Chaco Canyon, for all its wild beauty, seems an unlikely place for the Anasazi culture to take root and flourish. This is desert country, with long winters, short growing seasons, and marginal rainfall. Yet a thousand years ago, this valley was a center of Anasazi life. This people farmed the lowlands and built great masonry towns that connected with other towns over a far-reaching network of roads.
The drive to Chaco Canyon travels through a gentle rolling hill country. The roads leading to the park are unpaved, contributing to the sense of going back in time. When you're not passing through sandstone-walled canyons, the horizon extends far and wide. The land is nearly treeless, and can feel empty, until you slow down and take another look.

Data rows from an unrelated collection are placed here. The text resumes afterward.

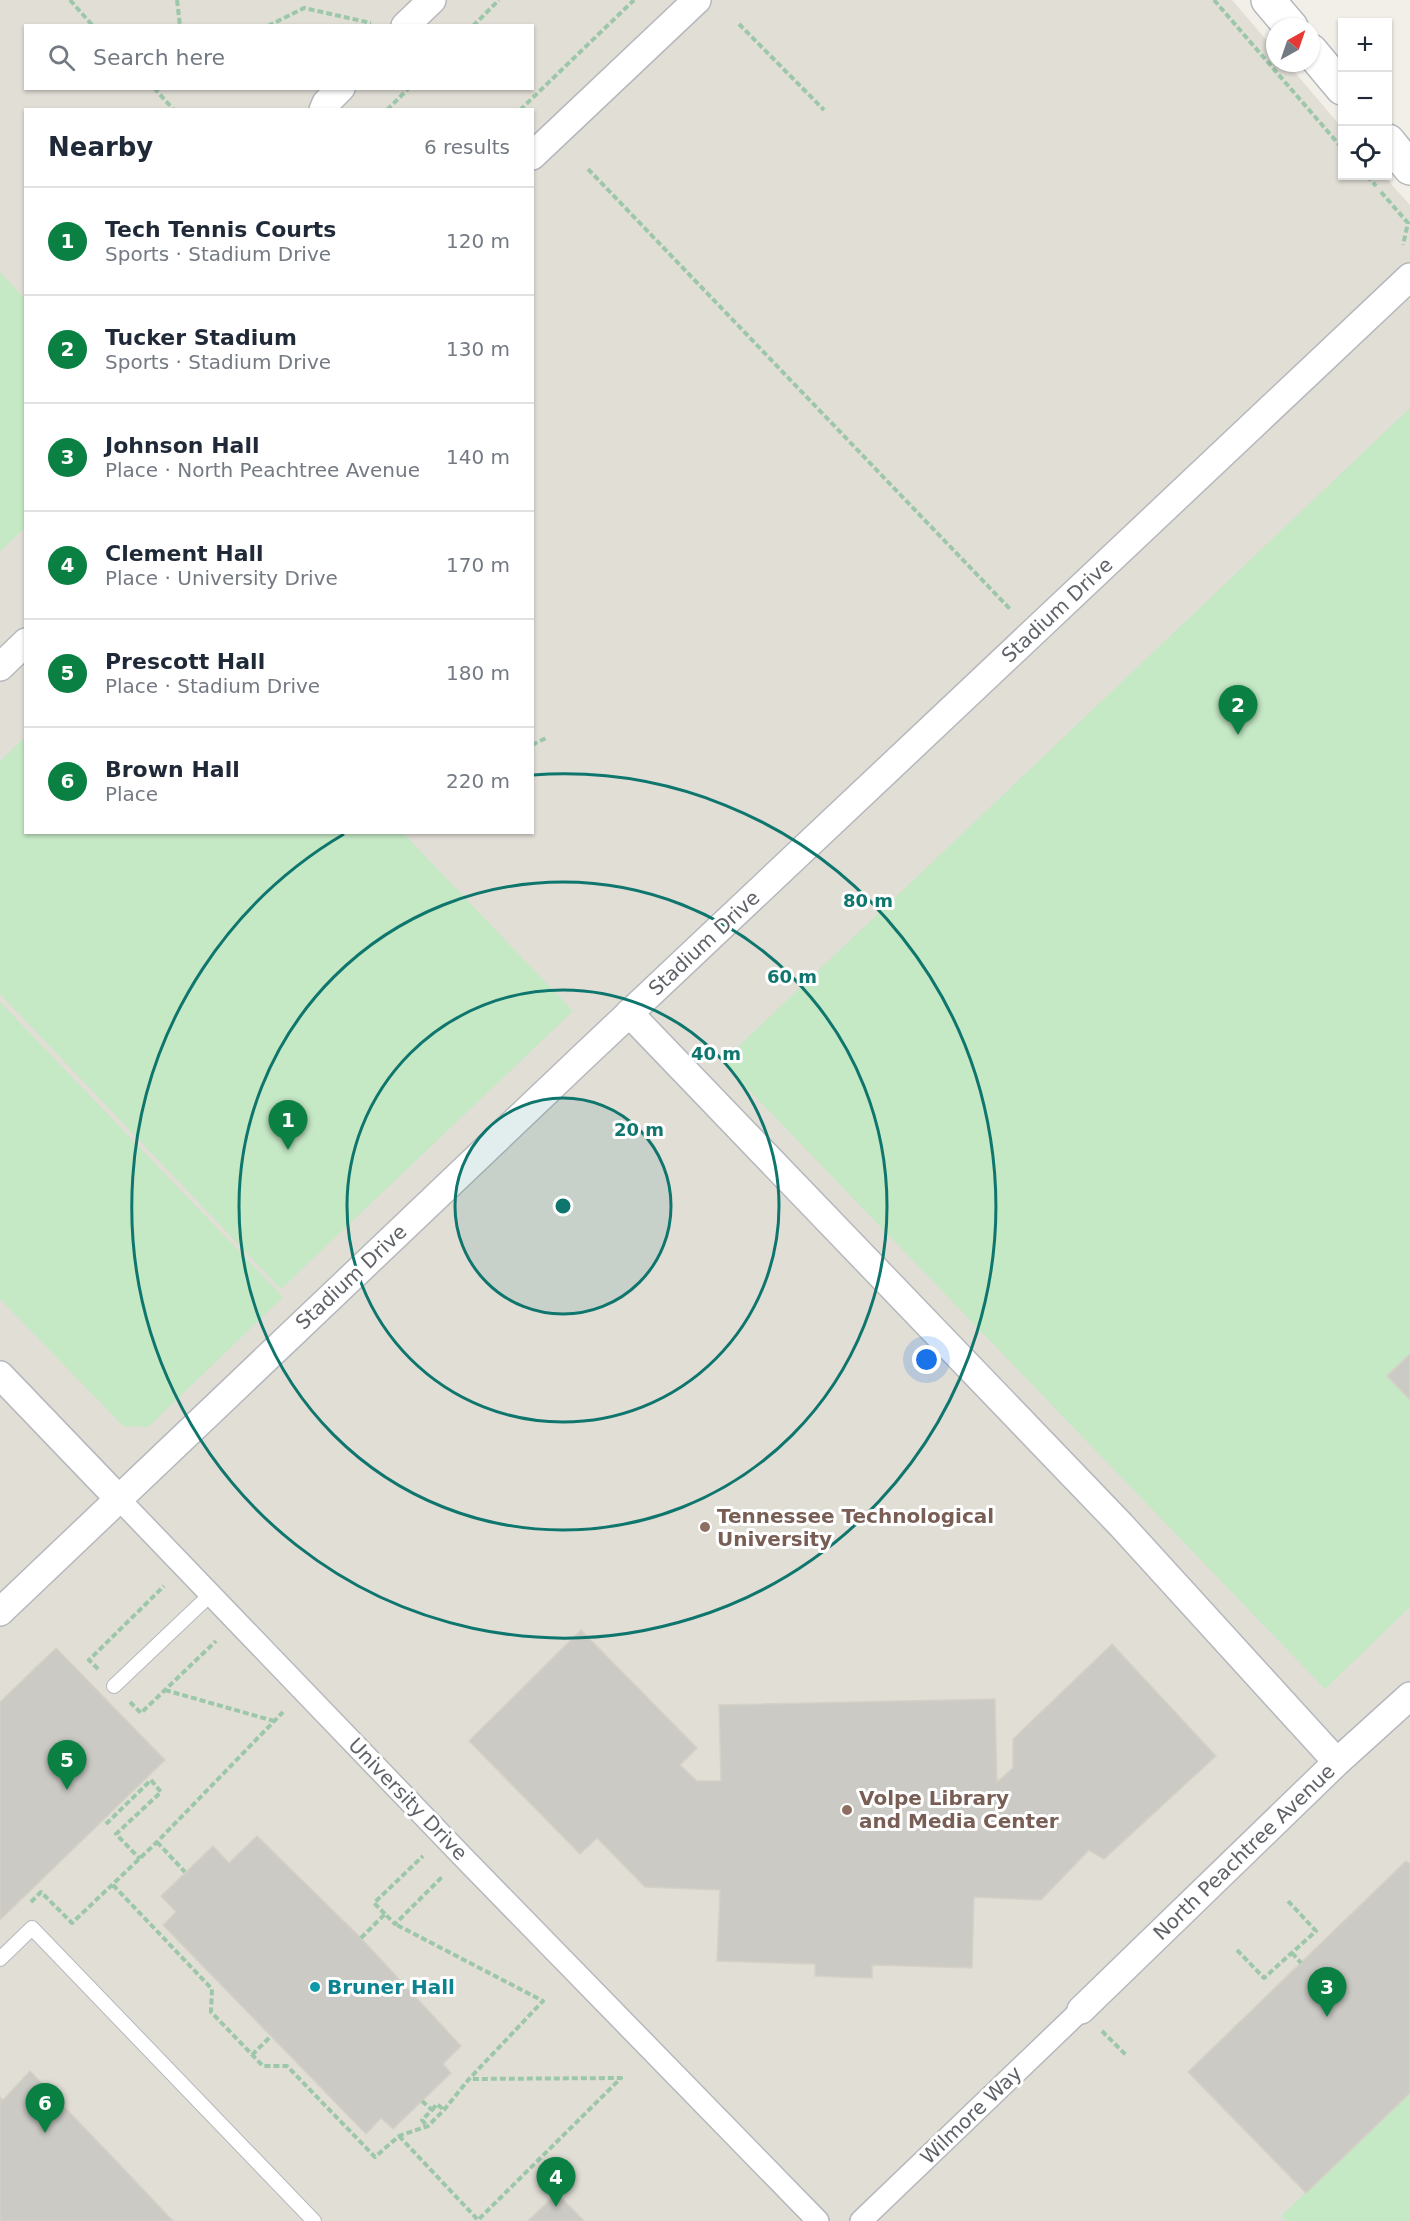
<!DOCTYPE html>
<html lang="en">
<head>
<meta charset="utf-8">
<style>
  body { margin:0; font-family:"DejaVu Sans",sans-serif; background:#f6f6f7; color:#1f2937 }
  .controls { position:absolute; right:18px; top:18px; display:grid; overflow:hidden; border-radius:0px; box-shadow:0 2px 4px #0004 }
  .controls button { width:54px; height:54px; display:grid; place-items:center; padding:0; border:0; border-bottom:2px solid #e0e1e3; background:#fff; color:#1f2937; font:30px sans-serif }
  .compass { position:absolute; left:1266px; top:18px; width:54px; height:54px; border-radius:50%; background:#fff; box-shadow:0 2px 4px #0004; rotate:40deg }
  .you { position:absolute; left:927px; top:1360px; width:21px; height:21px; margin:-15px; border:4px solid #fff; border-radius:50%; background:#1a73e8; box-shadow:0 0 0 9px #1a73e833 }
  .badge { display:grid; place-items:center; width:39px; height:39px; border-radius:50%; background:#0b8043; color:#fff; font-size:20px; font-weight:700 }
  .pin { position:absolute; translate:-50% -50px; filter:drop-shadow(0 2px 3px #0008) }
  .pin::after { content:''; position:absolute; top:32px; width:21px; height:18px; background:inherit; clip-path:polygon(0 0,100% 0,50% 100%) }
  .list { margin:0; padding:0; list-style:none }
  h2 { display:flex; justify-content:space-between; align-items:center; height:78px; margin:0; padding:0 24px; font-size:26px }
  h2 small { font-size:20px; font-weight:400; color:#747a83 }
  .list li { display:grid; grid-template-columns:39px 1fr auto; gap:18px; align-items:center; box-sizing:border-box; height:108px; padding:0 24px; border-top:2px solid #e0e1e3 }
  .list b { display:block; font-size:22px; white-space:nowrap }
  .list p { margin:0; font-size:20px; white-space:nowrap; color:#747a83 }
  .list em { font-size:20px; font-style:normal; color:#747a83 }
  .icon { flex:none; width:33px; height:33px; fill:none; stroke:currentColor; stroke-width:2; stroke-linecap:round; stroke-linejoin:round }
  .map { position:relative; flex:none; width:1410px; height:2221px; overflow:hidden }
  .search { position:absolute; background:#fff; box-shadow:0 2px 4px #0004; left:24px; top:24px; width:510px; height:66px; display:flex; align-items:center; gap:15px; box-sizing:border-box; padding:0 21px; border-radius:0px; color:#747a83; font-size:22px }
  .panel { position:absolute; background:#fff; box-shadow:0 2px 4px #0004; left:24px; top:108px; width:510px; height:726px; border-radius:0px }
  .map>svg:first-child { display:block }
  .education { fill:#e1ded6; fill-rule:evenodd }
  .green { fill:#c5e8c5 }
  .building { fill:#cccac5; stroke:#d6d1c6; stroke-width:1.5 }
  .lines { fill:none; stroke-linecap:round; stroke-linejoin:round }
  .service-casing { stroke:#b5b8bc; stroke-width:16 }
  .pedestrian-casing { stroke:#b5b8bc; stroke-width:24 }
  .minor-casing { stroke:#b5b8bc; stroke-width:30 }
  .tertiary-casing { stroke:#b5b8bc; stroke-width:36 }
  .path { stroke:#9cc7a9; stroke-width:4; stroke-dasharray:6 3; stroke-linecap:butt }
  .service { stroke:#fff; stroke-width:14 }
  .pedestrian { stroke:#fff; stroke-width:21 }
  .minor { stroke:#fff; stroke-width:27 }
  .tertiary { stroke:#fff; stroke-width:33 }
  .ring { fill:none; stroke:#0f766e; stroke-width:3 }
  .education-dot { fill:#8d6e63; stroke:#fff; stroke-width:2 }
  .culture-dot { fill:#0f9aa8; stroke:#fff; stroke-width:2 }
  .labels { text-anchor:middle; stroke-width:6; stroke-linejoin:round; paint-order:stroke }
  .street-label { font-size:20px; fill:#5f6368; stroke:#fff }
  .education-label { font-size:20px; font-weight:bold; fill:#785e54; stroke:#fff; text-anchor:start }
  .culture-label { font-size:20px; font-weight:bold; fill:#0d838f; stroke:#fff; text-anchor:start }
  .centre { fill:#0f766e; stroke:#fff; stroke-width:3 }
  .ring-label { font-size:18px; text-anchor:middle; font-weight:bold; fill:#0f766e; stroke:#fff; stroke-width:6; stroke-linejoin:round; paint-order:stroke }
</style>
</head>
<body>
<div class="map">
<svg width="1410" height="2221" viewBox="0 0 1410 2221">
  <rect width="100%" height="100%" fill="#f1efe8"/>
  <path class="education" d="M0 0H1232L1275 50V63H1287L1342 128V176H1384L1410 205V2221H0ZM26 26H532V88H26ZM26 110H532V832H26Z"/>
  <path class="green" d="M0 272 25 299 26 527 0 551Z
    M1410 408V1607L1325 1689 722 1062Z
    M25 737 26 832 403 833 573 1011 281 1289 0 994V761Z
    M0 1002 283 1297 148 1427 123 1426 0 1299Z
    M1410 2093V2221H1287L1281 2216Z"/>
  <path class="building" d="M1410 1354V1400L1387 1376Z
    M581 1630 697 1748 680 1765 697 1781H721L719 1705 995 1699 997 1782 1013 1768V1739L1112 1644 1216 1756 1104 1859 1089 1850 1041 1900 974 1897 972 1968 872 1965V1978L839 1977 815 1976V1964L717 1961 720 1890 645 1887 597 1838 580 1854 469 1741Z
    M56 1648 165 1760 0 1920V1702Z
    M257 1836 361 1938 461 2046 443 2064 451 2073 393 2129 381 2118 366 2134 163 1925 176 1912 161 1896 213 1846 229 1863Z
    M1406 1861 1410 1864V2093L1306 2193 1188 2072Z
    M30 2071 121 2166 173 2221H0V2097L3 2100Z
    M557 2193 584 2221H528Z"/>
  <g class="lines">
    <defs>
      <path id="service" d="M114 1686 211 1594
        M0 1959 32 1928 314 2221"/>
      <path id="pedestrian" d="M118 1498 463 1857 818 2221
        M861 2221 1081 2010"/>
      <path id="minor" d="M405 26 432 0
        M323 110 326 103 341 88
        M532 156 697 0
        M0 667 26 642
        M629 1013 1121 1525 1337 1762
        M0 1375 118 1498
        M0 1612 583 1057 1410 277
        M1081 2010 1337 1762 1410 1696"/>
      <path id="tertiary" d="M1268 0 1291 27
        M1311 51 1342 88
        M1388 141 1410 168"/>
    </defs>
    <use href="#service" class="service-casing"/>
    <use href="#pedestrian" class="pedestrian-casing"/>
    <use href="#minor" class="minor-casing"/>
    <use href="#tertiary" class="tertiary-casing"/>
    <path class="path" d="M70 0 93 26
      M177 0 180 26
      M1214 0 1342 148
      M739 24 824 110
      M268 26 304 8 371 23
      M473 26 499 0
      M154 88 174 110
      M387 110 409 88
      M520 110 634 0
      M588 169 1010 609
      M1367 176 1376 186
      M1381 192 1408 223 1403 245
      M532 745 546 738
      M98 1669 89 1660 164 1586
      M165 1690 274 1721
      M130 1702 141 1713 216 1641
      M106 1824 151 1780 161 1792 116 1834 140 1859
      M157 1842 185 1872
      M113 1885 212 1989 211 2012 263 2066H287L375 2157 399 2136 428 2126 444 2110 469 2079 543 2001 395 1924
      M31 1902 41 1892 72 1923 157 1842 283 1712
      M385 1914 374 1903 423 1856
      M361 1938 385 1914 395 1924 442 1877
      M1237 1950 1264 1978 1316 1931 1288 1901
      M1292 1953 1301 1963
      M1102 2031 1127 2056
      M252 2055 271 2036
      M422 2101 432 2110 422 2120 427 2126
      M432 2110 437 2104 444 2110
      M399 2136 478 2220 621 2078 469 2079"/>
    <use href="#service" class="service"/>
    <use href="#pedestrian" class="pedestrian"/>
    <use href="#minor" class="minor"/>
    <use href="#tertiary" class="tertiary"/>
  </g>
  <circle cx="563" cy="1206" r="108" fill="#0f766e" fill-opacity=".12"/>
  <g class="ring">
    <circle cx="563" cy="1206" r="108"/>
    <circle cx="563" cy="1206" r="216"/>
    <circle cx="563" cy="1206" r="324"/>
    <path d="M533 775A432 432 0 1 1 344 834"/>
  </g>
  <g class="education-dot">
    <circle cx="705" cy="1527" r="6"/>
    <circle cx="847" cy="1810" r="6"/>
  </g>
  <circle class="culture-dot" cx="315" cy="1987" r="6"/>
  <g class="labels">
    <g class="street-label">
      <text transform="translate(1057 610) rotate(-43)" y="7">Stadium Drive</text>
      <text transform="translate(704 943) rotate(-43)" y="7">Stadium Drive</text>
      <text transform="translate(351 1277) rotate(-43)" y="7">Stadium Drive</text>
      <text transform="translate(408 1799) rotate(46)" y="7">University Drive</text>
      <text transform="translate(1244 1852) rotate(-44)" y="7">North Peachtree Avenue</text>
      <text transform="translate(971 2115) rotate(-44)" y="7">Wilmore Way</text>
    </g>
    <g class="education-label">
      <text x="717" y="1523">Tennessee Technological<tspan x="717" dy="23">University</tspan></text>
      <text x="859" y="1805">Volpe Library<tspan x="859" dy="23">and Media Center</tspan></text>
    </g>
    <g class="culture-label">
      <text x="327" y="1994">Bruner Hall</text>
    </g>
  </g>
  <circle cx="563" cy="1206" r="9" class="centre"/>
  <g class="ring-label">
    <text x="868" y="907">80 m</text>
    <text x="792" y="983">60 m</text>
    <text x="716" y="1060">40 m</text>
    <text x="639" y="1136">20 m</text>
  </g>
</svg>
<div class="controls">
<button>+</button>
<button>−</button>
<button><svg class="icon" aria-label="locate" viewBox="0 0 24 24"><circle cx="12" cy="12" r="6"/><path d="M12 2v4M12 18v4M2 12h4M18 12h4"/></svg></button>
</div>
<svg class="compass" viewBox="-18 -18 36 36"><path d="M0-13l5 13h-10z" fill="#e53935"/><path d="M0 13l5-13h-10z" fill="#747a83"/></svg>
<div class="you"></div>
<div class="pin badge" style="left:288px;top:1150px">1</div>
<div class="pin badge" style="left:1238px;top:735px">2</div>
<div class="pin badge" style="left:1327px;top:2017px">3</div>
<div class="pin badge" style="left:556px;top:2207px">4</div>
<div class="pin badge" style="left:67px;top:1790px">5</div>
<div class="pin badge" style="left:45px;top:2133px">6</div>
<div class="search"><svg class="icon" aria-label="search" viewBox="0 0 24 24"><circle cx="10" cy="10" r="6"/><path d="M15 15l6 6"/></svg>Search here</div>
<section class="panel">
<h2>Nearby<small>6 results</small></h2>
<ul class="list">
<li><span class="badge">1</span><div><b>Tech Tennis Courts</b><p>Sports · Stadium Drive</p></div><em>120 m</em></li>
<li><span class="badge">2</span><div><b>Tucker Stadium</b><p>Sports · Stadium Drive</p></div><em>130 m</em></li>
<li><span class="badge">3</span><div><b>Johnson Hall</b><p>Place · North Peachtree Avenue</p></div><em>140 m</em></li>
<li><span class="badge">4</span><div><b>Clement Hall</b><p>Place · University Drive</p></div><em>170 m</em></li>
<li><span class="badge">5</span><div><b>Prescott Hall</b><p>Place · Stadium Drive</p></div><em>180 m</em></li>
<li><span class="badge">6</span><div><b>Brown Hall</b><p>Place</p></div><em>220 m</em></li>
</ul>
</section>
</div>
</body>
</html>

During earlier times, Chaco was the center of a far-flung trading network. Goods were exchanged internally within the Chacoan system and externally with groups as far south as Mexico. Chaco's distinctive Cibola black-on-white pottery may have originated in outlying towns to the south and west. One estimate is that only about 20 percent of the pottery used here was made here. This may have been because there was better clay in other villages and more wood available for firing the vessels.
What Chaco lacked in pottery it more than made up for in turquoise ornaments. Raw turquoise was imported from distant mines and transformed with exquisite craftsmanship into necklaces, bracelets, and pendants. Great quantities of such jewelry have been found here, more than at any other southwestern site.
Other evidence of the trading system are the many seashells (often strung into necklaces), copper bells, and remains of macaws or parrots found here. The two latter items suggest contact with Mexico, perhaps with the ancient Toltecs.
The ruins evoke this impressive degree of social organization. They have mysteries that may never be revealed. And perhaps that is as it should be. The ruins of Chaco Canyon are a product of time. And time is a gentleman. What's left unsaid should be respected. And, like a gentleman, the ruins will never directly ask you to leave. But some say that Chaco's ruins are overburdened by visitors. If you go, it is particularly important to tread lightly here. And speak softly.